Extremal Positive Semidefinite Matrices for Graphs without K₅ Minors

For a graph $G$ with $p$ vertices the closed convex cone $\mathbb{S}^p_{\succeq0}(G)$ consists of all real positive semidefinite $p\times p$ matrices with zeros in the off-diagonal entries corresponding to nonedges of $G$. The extremal rays of this cone and their associated ranks have applications to matrix completion problems, maximum likelihood estimation in Gaussian graphical models in statistics, and Gauss elimination for sparse matrices.

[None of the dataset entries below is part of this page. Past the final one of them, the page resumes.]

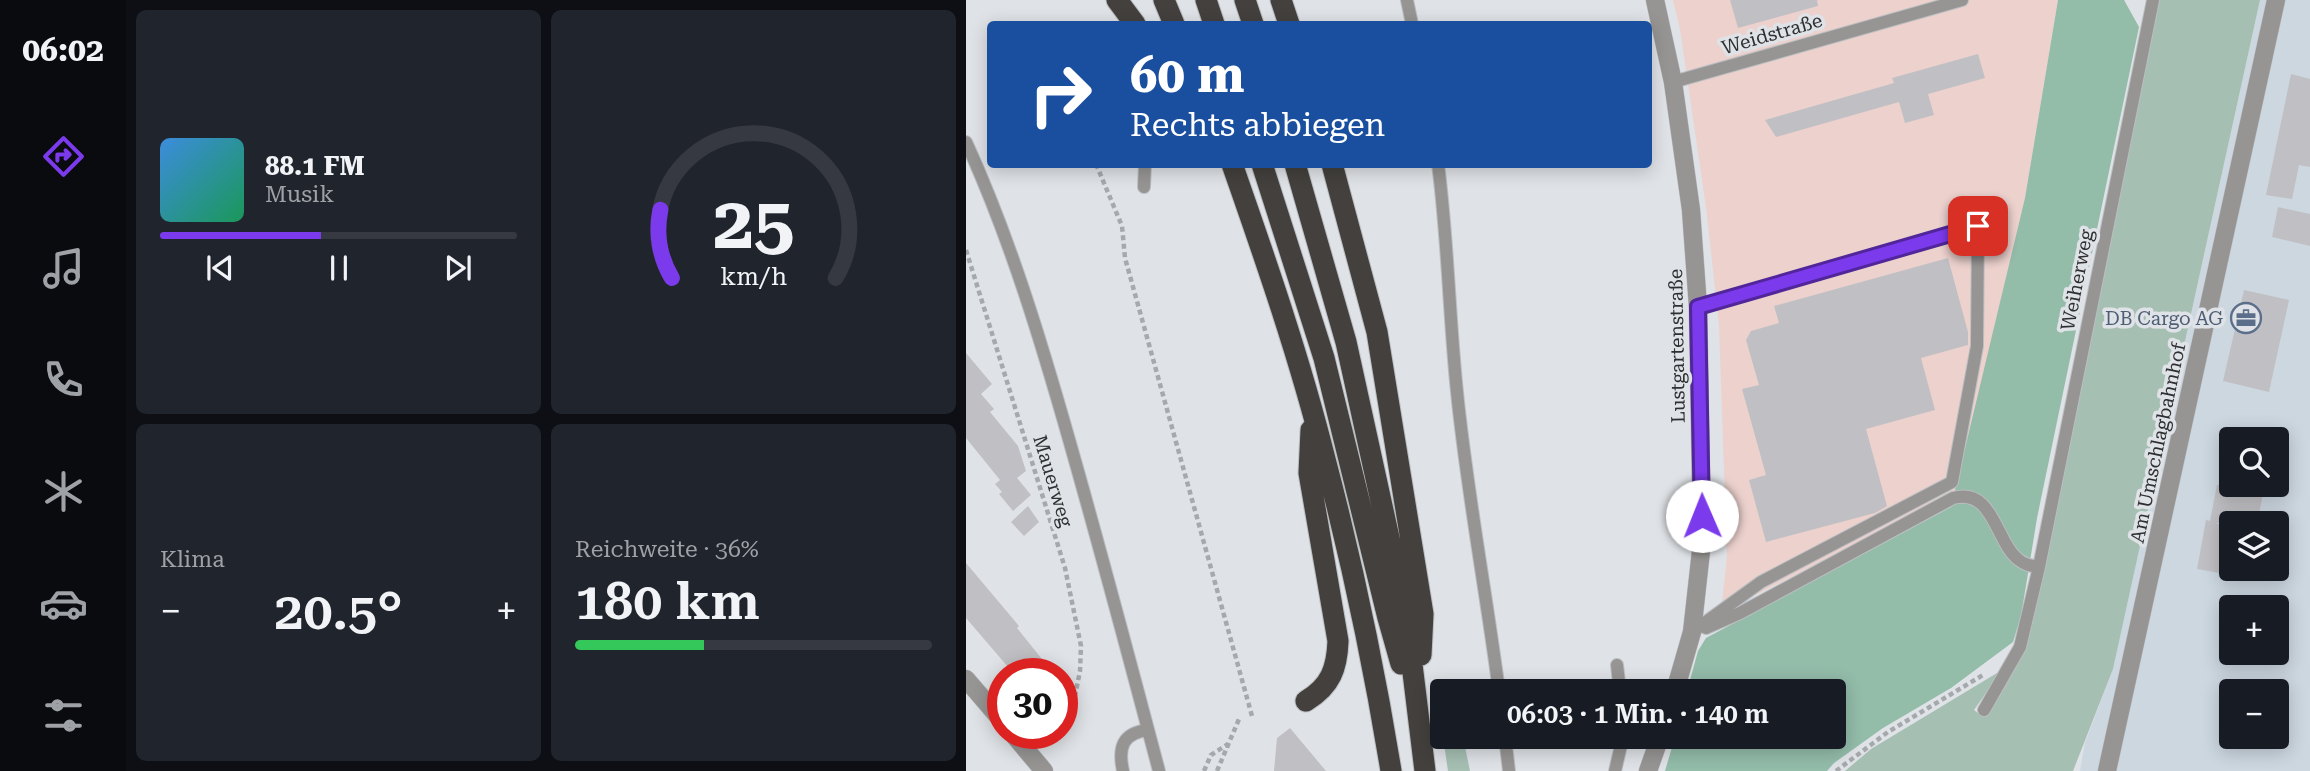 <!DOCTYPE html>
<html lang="de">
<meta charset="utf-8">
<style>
:root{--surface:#171b24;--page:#20242c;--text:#f1f3f6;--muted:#9ea1a6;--line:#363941;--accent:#7c3aed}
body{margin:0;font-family:"Roboto Serif",serif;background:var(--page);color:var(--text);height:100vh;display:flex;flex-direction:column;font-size:26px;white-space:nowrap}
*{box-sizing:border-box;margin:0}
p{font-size:23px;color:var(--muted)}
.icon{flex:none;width:38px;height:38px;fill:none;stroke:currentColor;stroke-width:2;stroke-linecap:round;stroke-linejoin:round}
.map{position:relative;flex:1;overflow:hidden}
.side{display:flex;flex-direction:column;gap:10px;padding:10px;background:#0d0f14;width:840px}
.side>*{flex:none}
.banner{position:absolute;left:21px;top:21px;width:665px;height:147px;border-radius:7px;box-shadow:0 4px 18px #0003;background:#1a4fa0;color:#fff;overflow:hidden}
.tools{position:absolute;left:1253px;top:427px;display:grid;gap:14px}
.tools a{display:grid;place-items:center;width:70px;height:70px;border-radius:7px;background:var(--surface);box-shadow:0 4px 18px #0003;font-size:35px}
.speed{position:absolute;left:21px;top:658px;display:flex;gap:14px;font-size:35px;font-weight:700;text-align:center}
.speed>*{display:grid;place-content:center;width:91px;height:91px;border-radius:50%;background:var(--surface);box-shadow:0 4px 18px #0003;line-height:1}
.speed .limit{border:10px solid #d22;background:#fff;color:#111}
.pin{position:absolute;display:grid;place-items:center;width:60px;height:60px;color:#fff;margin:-30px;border-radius:14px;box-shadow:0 4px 10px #0006}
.me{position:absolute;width:77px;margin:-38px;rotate:359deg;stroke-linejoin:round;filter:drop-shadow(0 0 5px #0008)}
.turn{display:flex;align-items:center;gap:24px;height:147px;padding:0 28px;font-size:32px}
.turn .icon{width:91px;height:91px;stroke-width:2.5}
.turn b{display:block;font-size:49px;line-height:60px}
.big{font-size:52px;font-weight:600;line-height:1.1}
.side .tile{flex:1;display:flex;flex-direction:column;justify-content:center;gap:10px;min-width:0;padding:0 24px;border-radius:10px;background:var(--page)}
.side .dial{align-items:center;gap:0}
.dial svg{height:182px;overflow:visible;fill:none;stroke:var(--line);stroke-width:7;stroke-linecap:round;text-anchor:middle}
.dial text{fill:var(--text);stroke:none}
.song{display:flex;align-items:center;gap:21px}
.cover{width:84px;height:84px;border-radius:10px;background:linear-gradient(135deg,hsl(210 70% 55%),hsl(150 70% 35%))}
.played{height:7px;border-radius:4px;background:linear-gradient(90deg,var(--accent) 45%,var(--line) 45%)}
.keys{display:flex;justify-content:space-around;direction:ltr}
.heat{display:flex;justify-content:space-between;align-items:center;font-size:38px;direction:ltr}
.charge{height:10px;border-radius:5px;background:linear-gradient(90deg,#34c759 36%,var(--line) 0)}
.side .tiles{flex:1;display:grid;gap:10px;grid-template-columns:repeat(2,1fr)}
.trip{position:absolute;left:464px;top:679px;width:416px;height:70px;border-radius:7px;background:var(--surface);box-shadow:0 4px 18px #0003;font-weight:600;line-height:70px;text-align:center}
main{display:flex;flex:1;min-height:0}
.menu{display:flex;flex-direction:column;width:126px;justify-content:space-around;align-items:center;background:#090b0e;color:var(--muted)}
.menu .icon{width:49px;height:49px}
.menu .active{color:var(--accent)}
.menu b{font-size:32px;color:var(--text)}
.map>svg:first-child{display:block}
.industrial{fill:#ecd1cd}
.built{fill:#cdd7e0;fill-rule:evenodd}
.green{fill:#a6bfb3}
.forest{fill:#93bca9}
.building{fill:#c0c0c4}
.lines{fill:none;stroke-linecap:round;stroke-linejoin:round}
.service-casing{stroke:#bbbec2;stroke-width:14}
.minor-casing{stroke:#bbbec2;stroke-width:19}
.motorway-casing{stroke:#bbbec2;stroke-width:23}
.path{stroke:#a6a9ac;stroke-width:4.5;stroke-dasharray:5 3.5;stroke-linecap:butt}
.service{stroke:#969593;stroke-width:12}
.minor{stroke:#969593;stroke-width:18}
.motorway{stroke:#43403d;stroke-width:21}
.route-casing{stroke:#51269a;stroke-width:18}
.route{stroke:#7c3aed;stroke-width:12}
.labels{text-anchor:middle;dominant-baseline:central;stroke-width:7;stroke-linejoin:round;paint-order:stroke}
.street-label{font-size:19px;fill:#2d2f30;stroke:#dfe2e6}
.service-label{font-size:19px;fill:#4e5e75;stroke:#dfe2e6;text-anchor:end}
</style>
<main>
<nav class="menu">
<b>06:02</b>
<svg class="icon active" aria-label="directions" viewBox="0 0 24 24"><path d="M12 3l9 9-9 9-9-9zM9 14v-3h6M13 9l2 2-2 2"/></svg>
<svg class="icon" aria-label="music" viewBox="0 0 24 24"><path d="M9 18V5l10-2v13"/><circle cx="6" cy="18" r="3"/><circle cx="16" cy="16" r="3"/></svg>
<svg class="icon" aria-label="phone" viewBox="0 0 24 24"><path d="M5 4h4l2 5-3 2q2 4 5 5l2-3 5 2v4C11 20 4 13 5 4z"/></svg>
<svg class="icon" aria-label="climate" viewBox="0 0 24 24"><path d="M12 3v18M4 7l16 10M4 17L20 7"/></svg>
<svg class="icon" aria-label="car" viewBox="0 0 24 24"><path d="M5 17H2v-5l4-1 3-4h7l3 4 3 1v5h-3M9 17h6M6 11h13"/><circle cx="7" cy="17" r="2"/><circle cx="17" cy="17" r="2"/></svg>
<svg class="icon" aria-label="filters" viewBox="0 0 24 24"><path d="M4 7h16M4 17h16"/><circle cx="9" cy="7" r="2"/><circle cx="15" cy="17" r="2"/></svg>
</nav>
<section class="side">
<div class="tiles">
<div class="tile">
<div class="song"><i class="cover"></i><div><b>88.1 FM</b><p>Musik</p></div></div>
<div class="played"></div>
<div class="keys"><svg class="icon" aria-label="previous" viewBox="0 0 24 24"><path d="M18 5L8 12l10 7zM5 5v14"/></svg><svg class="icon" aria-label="pause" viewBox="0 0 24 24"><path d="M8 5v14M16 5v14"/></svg><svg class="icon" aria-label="next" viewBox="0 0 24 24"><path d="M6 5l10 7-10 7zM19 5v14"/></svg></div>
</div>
<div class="tile dial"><svg viewBox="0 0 100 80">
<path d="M14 69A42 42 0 1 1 86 69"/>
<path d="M14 69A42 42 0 0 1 9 39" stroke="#7c3aed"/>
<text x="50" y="56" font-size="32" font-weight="700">25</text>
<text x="50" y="72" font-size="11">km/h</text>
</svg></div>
<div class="tile"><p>Klima</p>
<div class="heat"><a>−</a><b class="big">20.5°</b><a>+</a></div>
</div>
<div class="tile"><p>Reichweite · 36%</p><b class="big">180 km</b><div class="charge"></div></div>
</div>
</section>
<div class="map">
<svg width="1344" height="771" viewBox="0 0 1344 771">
<rect width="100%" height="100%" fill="#dfe2e6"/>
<path class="industrial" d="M707,0H1092L1059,198L990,492L755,613L761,556L753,324L740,207L714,29Z"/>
<path class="built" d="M1294,0H1344V771H1114L1119,743L1147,669ZM1265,439H1311V485H1265ZM1265,523H1311V569H1265ZM1265,607H1311V653H1265ZM1265,691H1311V737H1265Z"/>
<path class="green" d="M1187,0H1294L1147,669L1107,771H879L905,749L1036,670L1008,710L1016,716L1054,647Z
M477,737H497L504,771H482Z"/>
<path class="forest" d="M1092,0H1158L1173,27L1071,518L1055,616L1047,642L985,688L917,728L868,763L861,771H699L709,737H868V691H721L732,651L740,638L985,507L1059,198Z"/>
<path class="building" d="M764,0H851L852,6L772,28Z
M1012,54L1019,78L962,94L968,115L939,123L933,102L810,137L799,120L928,83L926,78Z
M1325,74L1344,79V167L1333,165L1326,199L1300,195Z
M1312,207L1344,214V246L1306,237Z
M982,258L1002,332V345L955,358L969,410L900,429L921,506L909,513L800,542L783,480L800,475L776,389L793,385L780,340L785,331L813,323L808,306Z
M1278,290L1323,300L1303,392L1257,381Z
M0,353L26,384L15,394L28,409L24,412L52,446L60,471L51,478L65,495L47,511L33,494L36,492L29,484L34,480L0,438Z
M1251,485H1299L1291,523H1250L1265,529V575L1231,569L1240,520L1244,521Z
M62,506L73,522L58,536L45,522Z
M0,563L53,626L51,628L88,674H48L0,618Z
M324,728L360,771H308L311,738Z"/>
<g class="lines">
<g class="service-casing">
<path id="service" d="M441,0L446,24
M707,82L996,0
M0,142C44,238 75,341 104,443C135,552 164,661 193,771
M472,164C482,240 483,316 491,392C501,492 520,591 533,691
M178,187L179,164
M740,628L774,613L987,498C1028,487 1029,542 1053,560C1059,565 1065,566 1073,567
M726,632L795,582L986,482L1011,346L1012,226L732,307
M651,665L654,691
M1018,710L1054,647L1073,567L1187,0
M539,737L543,771
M157,771C152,748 156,733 182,730
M649,771L657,737"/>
</g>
<g class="minor-casing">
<path id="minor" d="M689,0L707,82L725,210L732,307L736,542L726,632L709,691
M0,679L37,722
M46,733L78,771
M682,771L694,737
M1141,771L1310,0"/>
</g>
<g class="motorway-casing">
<path id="motorway" d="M151,0L169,24
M198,0L208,24
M240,0L248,24
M279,0L287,24
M315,0L323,24
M266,164C300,261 334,359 359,459C386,562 408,666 425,771
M296,164L358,358L422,618L435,664
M329,164L380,342L440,615L459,771
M366,164L411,332L457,614L455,655
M340,701C365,686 371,668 372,641L343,473L345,430"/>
</g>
<path class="path" d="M130,164L156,226L159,258L286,716
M0,250L99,568L115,646L114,671L108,701L96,722
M238,771L245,755L262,744
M251,771L273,719
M870,771L922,732L1017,675"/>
<use href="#service" class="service"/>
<use href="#minor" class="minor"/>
<use href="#motorway" class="motorway"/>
</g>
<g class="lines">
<g class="route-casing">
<path id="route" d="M736,516L732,307L1012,226"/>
</g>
<use href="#route" class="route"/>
</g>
<defs>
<g id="office-ring" transform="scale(1.575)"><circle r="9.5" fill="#dfe2e6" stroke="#5c6f8a" stroke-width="1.5"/><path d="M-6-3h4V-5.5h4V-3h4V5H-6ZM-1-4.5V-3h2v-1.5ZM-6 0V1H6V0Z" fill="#5c6f8a"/></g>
</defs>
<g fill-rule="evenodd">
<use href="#office-ring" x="1280" y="318"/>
</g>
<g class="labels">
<g class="street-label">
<text transform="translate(806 34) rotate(-16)">Weidstraße</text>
<text transform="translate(1111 280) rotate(-79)">Weiherweg</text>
<text transform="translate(711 346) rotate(-91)">Lustgartenstraße</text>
<text transform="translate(1192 443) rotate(-78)">Am Umschlagbahnhof</text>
<text transform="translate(87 481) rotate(73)">Mauerweg</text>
</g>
<g class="service-label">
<text x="1257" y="318">DB Cargo AG</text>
</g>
</g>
</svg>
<div class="tools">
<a><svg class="icon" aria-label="search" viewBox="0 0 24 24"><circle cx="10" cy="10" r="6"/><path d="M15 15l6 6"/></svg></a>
<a><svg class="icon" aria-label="layers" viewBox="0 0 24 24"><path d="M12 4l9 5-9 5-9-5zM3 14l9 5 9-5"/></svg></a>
<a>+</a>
<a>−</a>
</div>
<div class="speed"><div class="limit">30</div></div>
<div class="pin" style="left:1012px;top:226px;background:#d93025"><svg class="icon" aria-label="arrive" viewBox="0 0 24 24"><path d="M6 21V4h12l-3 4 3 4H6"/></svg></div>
<svg class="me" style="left:736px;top:516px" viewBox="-20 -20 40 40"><circle r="19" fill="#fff"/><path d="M0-13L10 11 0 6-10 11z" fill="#7c3aed"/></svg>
<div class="trip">06:03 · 1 Min. · 140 m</div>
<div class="banner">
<div class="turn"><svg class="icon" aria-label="right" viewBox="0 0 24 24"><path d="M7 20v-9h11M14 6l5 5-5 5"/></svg><div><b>60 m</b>Rechts abbiegen</div></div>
</div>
</div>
</main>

For a graph $G$ without $K_5$ minors, we show that the normal vectors to the facets of the $(\pm1)$-cut polytope of $G$ specify the off-diagonal entries of extremal matrices in $\mathbb{S}^p_{\succeq0}(G)$. We also prove that the constant term of the linear equation of each facet-supporting hyperplane is the rank of its corresponding extremal matrix in $\mathbb{S}^p_{\succeq0}(G)$. Furthermore, we show that if $G$ is series-parallel then this gives a complete characterization of all possible extremal ranks of $\mathbb{S}^p_{\succeq0}(G)$, consequently solving the sparsity order problem for series-parallel graphs.